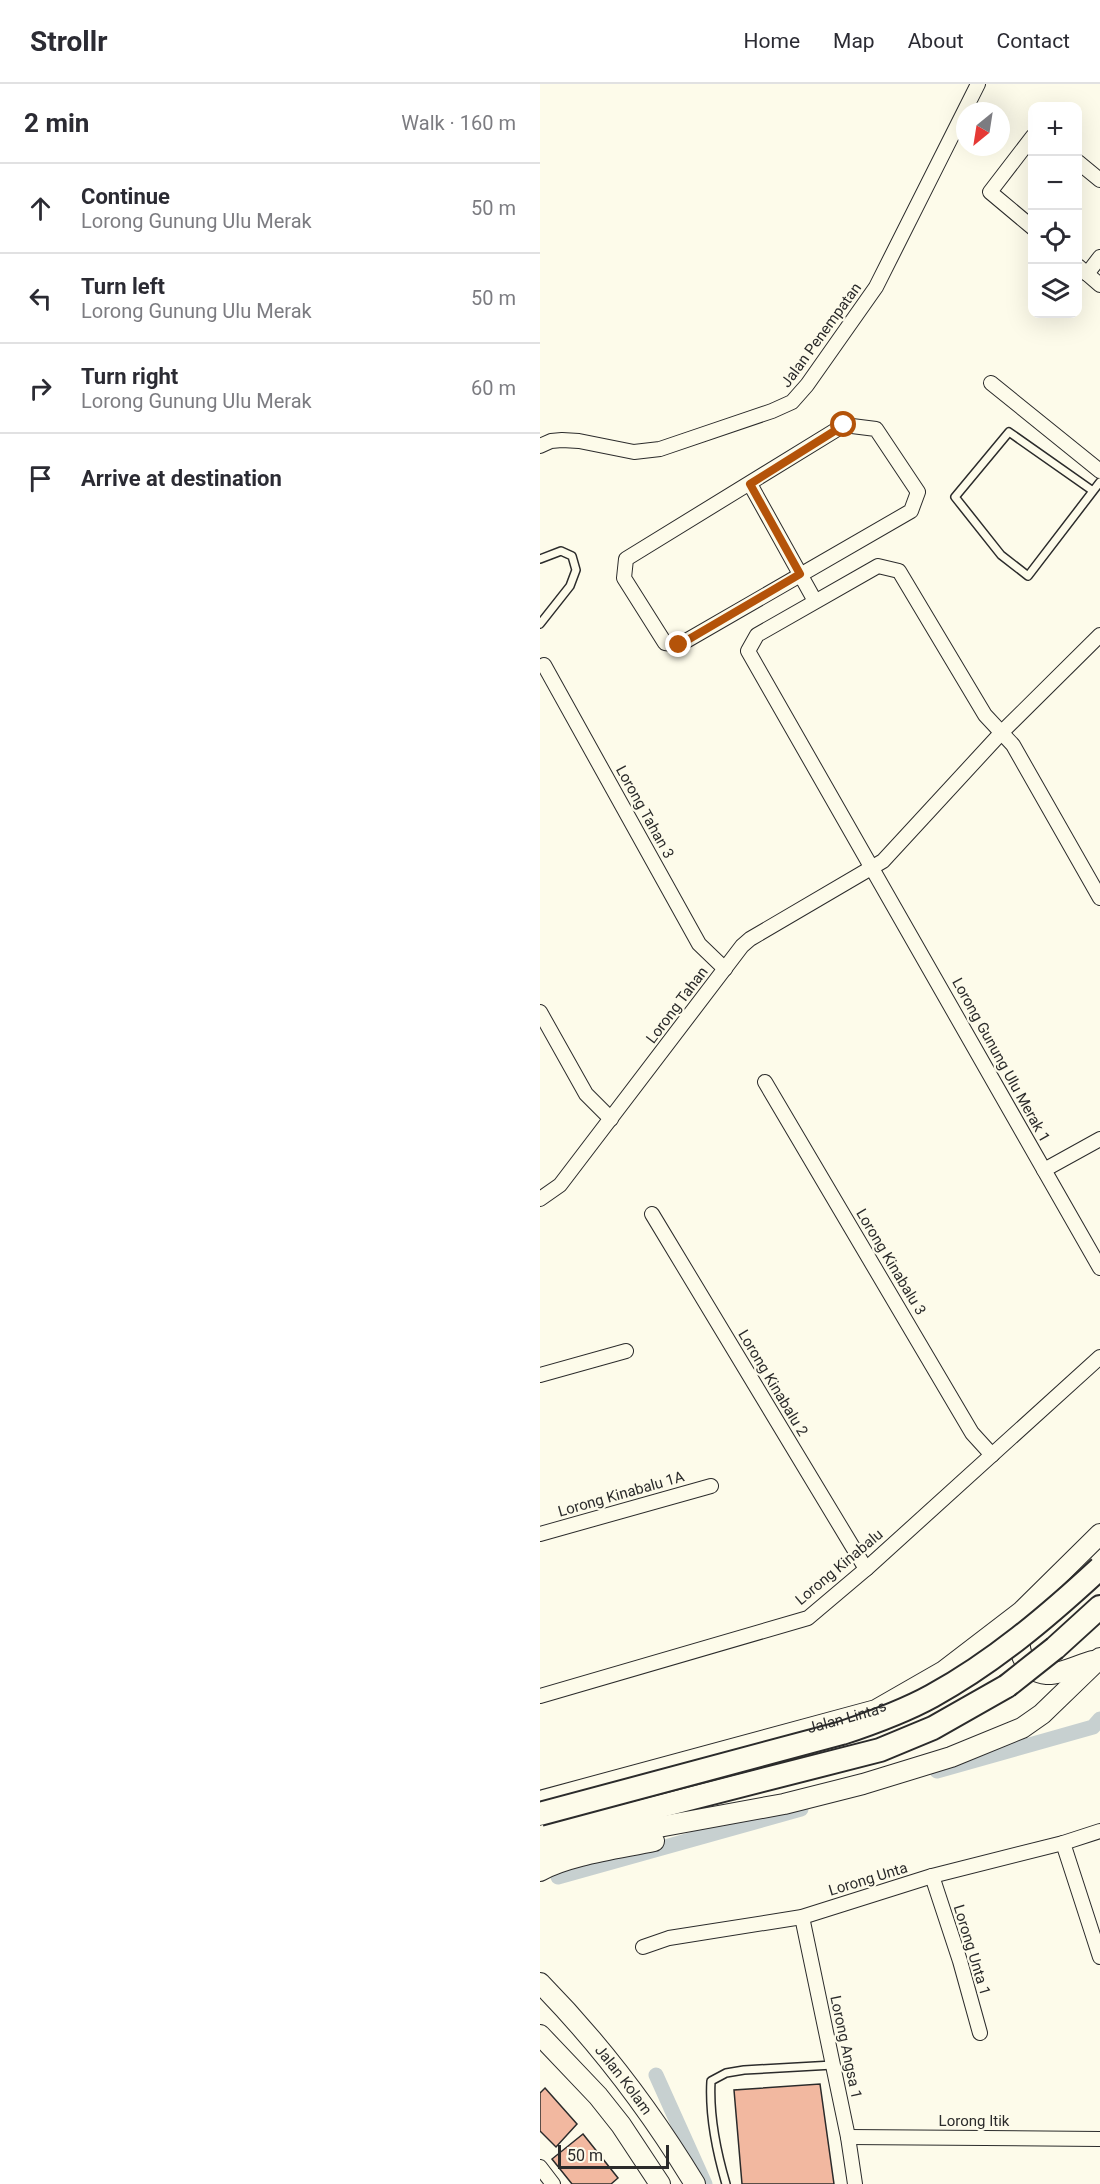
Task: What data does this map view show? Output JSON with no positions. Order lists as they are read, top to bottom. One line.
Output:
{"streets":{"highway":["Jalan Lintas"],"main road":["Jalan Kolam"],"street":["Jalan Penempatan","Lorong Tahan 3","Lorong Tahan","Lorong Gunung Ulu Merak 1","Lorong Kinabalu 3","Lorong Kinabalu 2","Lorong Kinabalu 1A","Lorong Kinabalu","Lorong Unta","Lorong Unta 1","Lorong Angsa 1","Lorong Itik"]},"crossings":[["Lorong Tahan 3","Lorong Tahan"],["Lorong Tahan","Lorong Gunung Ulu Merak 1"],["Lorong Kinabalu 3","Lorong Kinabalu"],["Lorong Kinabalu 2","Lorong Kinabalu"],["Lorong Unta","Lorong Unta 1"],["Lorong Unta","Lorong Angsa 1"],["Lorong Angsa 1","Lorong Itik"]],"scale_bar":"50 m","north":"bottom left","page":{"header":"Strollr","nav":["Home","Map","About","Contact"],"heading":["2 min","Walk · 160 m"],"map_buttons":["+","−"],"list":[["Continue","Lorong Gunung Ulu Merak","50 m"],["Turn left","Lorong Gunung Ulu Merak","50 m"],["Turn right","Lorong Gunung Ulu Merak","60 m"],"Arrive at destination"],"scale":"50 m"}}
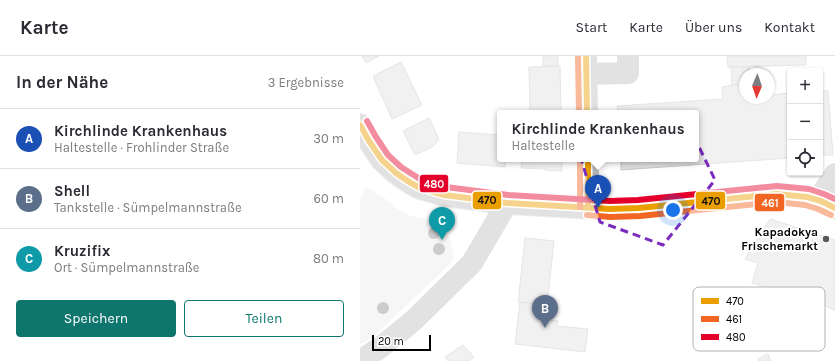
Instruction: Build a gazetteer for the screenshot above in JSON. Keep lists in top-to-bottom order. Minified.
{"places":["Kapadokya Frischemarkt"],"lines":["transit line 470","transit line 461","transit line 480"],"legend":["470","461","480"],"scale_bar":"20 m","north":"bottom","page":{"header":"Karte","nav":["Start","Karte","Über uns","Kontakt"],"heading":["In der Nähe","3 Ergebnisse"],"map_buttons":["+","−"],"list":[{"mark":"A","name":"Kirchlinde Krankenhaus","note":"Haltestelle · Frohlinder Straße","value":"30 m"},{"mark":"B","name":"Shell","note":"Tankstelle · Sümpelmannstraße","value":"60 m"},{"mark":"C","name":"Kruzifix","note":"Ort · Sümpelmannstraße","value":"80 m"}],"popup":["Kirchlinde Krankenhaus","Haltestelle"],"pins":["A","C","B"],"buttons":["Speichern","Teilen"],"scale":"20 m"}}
- - - -
Determine how many lines in the data above include the word "lists", and state that number only.

Your solution
2